• TASK DETAILS
How many lines below include the word "Suttner"? State that number and nothing else.

*** Opening MATERIAL PROVIDED ***

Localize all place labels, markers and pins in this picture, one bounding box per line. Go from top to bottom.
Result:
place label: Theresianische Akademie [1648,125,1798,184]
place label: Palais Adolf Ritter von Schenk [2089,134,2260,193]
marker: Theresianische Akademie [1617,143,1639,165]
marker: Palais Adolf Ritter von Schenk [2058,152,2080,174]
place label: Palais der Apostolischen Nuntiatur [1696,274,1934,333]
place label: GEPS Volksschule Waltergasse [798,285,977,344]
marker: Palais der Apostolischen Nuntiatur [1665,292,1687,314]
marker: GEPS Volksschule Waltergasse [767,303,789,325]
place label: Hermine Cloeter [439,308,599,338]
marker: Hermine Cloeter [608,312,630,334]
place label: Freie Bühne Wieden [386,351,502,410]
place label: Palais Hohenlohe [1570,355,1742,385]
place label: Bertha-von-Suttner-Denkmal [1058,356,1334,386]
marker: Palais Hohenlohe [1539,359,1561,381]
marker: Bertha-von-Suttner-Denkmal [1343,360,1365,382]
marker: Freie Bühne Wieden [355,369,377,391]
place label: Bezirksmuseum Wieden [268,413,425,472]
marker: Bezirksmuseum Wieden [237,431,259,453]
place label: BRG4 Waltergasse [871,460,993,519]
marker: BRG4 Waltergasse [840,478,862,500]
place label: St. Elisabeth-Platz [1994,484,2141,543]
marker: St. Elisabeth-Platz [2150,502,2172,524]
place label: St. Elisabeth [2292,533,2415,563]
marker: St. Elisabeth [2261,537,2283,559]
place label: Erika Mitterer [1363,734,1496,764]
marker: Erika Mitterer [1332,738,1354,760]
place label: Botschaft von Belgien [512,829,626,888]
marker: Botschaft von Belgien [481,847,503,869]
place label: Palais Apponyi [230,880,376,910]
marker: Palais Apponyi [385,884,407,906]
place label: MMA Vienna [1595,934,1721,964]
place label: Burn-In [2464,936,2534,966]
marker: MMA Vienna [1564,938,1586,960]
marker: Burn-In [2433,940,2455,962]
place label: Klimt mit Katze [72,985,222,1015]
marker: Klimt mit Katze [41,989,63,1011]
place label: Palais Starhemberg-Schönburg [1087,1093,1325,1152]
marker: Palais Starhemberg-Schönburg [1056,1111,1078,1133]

*** Closing MATERIAL PROVIDED ***

• EXERCISE RESPONSE
2